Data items
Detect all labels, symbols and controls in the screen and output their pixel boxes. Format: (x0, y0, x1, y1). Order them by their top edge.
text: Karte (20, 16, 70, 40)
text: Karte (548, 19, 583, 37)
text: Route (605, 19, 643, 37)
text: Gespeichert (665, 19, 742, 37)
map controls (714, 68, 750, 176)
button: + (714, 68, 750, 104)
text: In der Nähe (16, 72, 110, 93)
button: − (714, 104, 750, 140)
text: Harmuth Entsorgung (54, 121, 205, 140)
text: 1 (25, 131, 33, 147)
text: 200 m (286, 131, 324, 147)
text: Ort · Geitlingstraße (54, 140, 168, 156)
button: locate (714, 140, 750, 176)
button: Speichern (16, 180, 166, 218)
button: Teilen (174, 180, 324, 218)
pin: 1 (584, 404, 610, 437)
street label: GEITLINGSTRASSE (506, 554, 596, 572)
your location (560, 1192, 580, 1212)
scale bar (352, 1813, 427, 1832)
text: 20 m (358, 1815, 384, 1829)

What to work on: Retype every entry exactly as it stands.

Solution below:
Detect all labels, symbols and controls in the screen and output their pixel boxes. Format: (x0, y0, x1, y1). Order them by their top edge.
text: Karte (20, 16, 70, 40)
text: Karte (548, 19, 583, 37)
text: Route (605, 19, 643, 37)
text: Gespeichert (665, 19, 742, 37)
map controls (714, 68, 750, 176)
button: + (714, 68, 750, 104)
text: In der Nähe (16, 72, 110, 93)
button: − (714, 104, 750, 140)
text: Harmuth Entsorgung (54, 121, 205, 140)
text: 1 (25, 131, 33, 147)
text: 200 m (286, 131, 324, 147)
text: Ort · Geitlingstraße (54, 140, 168, 156)
button: locate (714, 140, 750, 176)
button: Speichern (16, 180, 166, 218)
button: Teilen (174, 180, 324, 218)
pin: 1 (584, 404, 610, 437)
street label: GEITLINGSTRASSE (506, 554, 596, 572)
your location (560, 1192, 580, 1212)
scale bar (352, 1813, 427, 1832)
text: 20 m (358, 1815, 384, 1829)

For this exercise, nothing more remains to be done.